(Beginning of Source material)
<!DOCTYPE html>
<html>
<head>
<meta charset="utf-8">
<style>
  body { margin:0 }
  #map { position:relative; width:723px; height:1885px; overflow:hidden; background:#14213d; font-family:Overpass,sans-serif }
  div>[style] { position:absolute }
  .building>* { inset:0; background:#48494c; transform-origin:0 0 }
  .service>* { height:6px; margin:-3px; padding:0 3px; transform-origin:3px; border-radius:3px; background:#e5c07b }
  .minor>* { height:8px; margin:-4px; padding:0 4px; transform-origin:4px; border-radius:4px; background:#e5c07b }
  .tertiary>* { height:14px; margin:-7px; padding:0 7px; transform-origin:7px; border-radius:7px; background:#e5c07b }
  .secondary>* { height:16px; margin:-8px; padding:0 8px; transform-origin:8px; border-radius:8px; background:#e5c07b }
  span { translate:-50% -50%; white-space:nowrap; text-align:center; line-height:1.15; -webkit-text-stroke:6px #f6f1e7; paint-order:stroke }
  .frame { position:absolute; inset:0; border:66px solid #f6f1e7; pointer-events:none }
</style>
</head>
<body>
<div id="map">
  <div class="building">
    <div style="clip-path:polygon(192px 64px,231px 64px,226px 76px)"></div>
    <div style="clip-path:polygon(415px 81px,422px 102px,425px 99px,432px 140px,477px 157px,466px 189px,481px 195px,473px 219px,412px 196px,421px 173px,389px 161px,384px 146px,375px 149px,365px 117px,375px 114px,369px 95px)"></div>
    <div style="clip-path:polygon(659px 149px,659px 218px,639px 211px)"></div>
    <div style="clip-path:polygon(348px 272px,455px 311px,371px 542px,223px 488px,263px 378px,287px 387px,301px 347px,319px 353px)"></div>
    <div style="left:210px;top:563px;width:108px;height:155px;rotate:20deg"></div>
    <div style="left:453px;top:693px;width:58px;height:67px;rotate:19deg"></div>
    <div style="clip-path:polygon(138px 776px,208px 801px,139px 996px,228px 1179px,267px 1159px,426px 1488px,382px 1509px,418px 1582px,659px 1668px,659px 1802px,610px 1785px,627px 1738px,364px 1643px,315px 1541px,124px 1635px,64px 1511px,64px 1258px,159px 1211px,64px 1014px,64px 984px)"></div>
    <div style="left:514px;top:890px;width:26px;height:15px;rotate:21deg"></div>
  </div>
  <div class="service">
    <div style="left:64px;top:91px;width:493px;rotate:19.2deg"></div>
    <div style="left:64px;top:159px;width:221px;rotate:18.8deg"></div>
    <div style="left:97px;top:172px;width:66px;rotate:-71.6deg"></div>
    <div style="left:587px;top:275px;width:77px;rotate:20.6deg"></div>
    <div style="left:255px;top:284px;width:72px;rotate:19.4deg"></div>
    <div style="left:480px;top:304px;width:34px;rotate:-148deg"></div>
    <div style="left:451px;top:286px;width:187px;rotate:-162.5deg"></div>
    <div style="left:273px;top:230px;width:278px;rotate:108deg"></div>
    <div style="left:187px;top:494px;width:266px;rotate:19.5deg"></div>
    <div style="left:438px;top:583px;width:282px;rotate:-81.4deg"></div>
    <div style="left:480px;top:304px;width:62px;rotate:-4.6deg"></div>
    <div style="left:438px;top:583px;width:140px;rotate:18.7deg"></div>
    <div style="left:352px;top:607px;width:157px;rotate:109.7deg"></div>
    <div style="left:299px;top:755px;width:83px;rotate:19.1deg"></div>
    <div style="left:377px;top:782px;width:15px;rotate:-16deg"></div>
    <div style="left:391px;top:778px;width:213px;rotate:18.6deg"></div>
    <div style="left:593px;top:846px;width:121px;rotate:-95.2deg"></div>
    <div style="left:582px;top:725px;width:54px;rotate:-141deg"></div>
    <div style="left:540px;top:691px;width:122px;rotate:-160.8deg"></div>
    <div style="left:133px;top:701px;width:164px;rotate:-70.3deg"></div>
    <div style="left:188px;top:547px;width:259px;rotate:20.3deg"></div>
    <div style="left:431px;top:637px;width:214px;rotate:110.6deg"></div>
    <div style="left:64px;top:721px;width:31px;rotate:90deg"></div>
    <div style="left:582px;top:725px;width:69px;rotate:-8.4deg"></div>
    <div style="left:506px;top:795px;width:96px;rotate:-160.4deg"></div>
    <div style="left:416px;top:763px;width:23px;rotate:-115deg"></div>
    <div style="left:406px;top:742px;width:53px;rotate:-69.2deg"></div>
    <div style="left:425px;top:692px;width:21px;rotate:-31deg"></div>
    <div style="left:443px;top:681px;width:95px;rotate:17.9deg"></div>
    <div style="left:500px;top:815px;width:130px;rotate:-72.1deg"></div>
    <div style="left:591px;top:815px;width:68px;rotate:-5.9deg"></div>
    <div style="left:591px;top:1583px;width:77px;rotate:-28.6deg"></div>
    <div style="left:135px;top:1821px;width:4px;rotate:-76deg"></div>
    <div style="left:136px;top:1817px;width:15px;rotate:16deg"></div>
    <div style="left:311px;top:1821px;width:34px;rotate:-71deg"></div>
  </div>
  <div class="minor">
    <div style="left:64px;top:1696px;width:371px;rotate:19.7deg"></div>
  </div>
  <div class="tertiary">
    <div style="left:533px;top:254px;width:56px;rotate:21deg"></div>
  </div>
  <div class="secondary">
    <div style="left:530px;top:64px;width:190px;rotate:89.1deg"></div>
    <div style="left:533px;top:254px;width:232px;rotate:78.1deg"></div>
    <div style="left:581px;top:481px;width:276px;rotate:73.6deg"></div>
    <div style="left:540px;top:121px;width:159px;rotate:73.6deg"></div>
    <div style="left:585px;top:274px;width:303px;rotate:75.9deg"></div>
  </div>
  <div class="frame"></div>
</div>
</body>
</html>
(End of Source material)
- **Task requirements**
Tally the lines of the listing above that include the string "origin". Provide the total alone.

- **Written answer**
5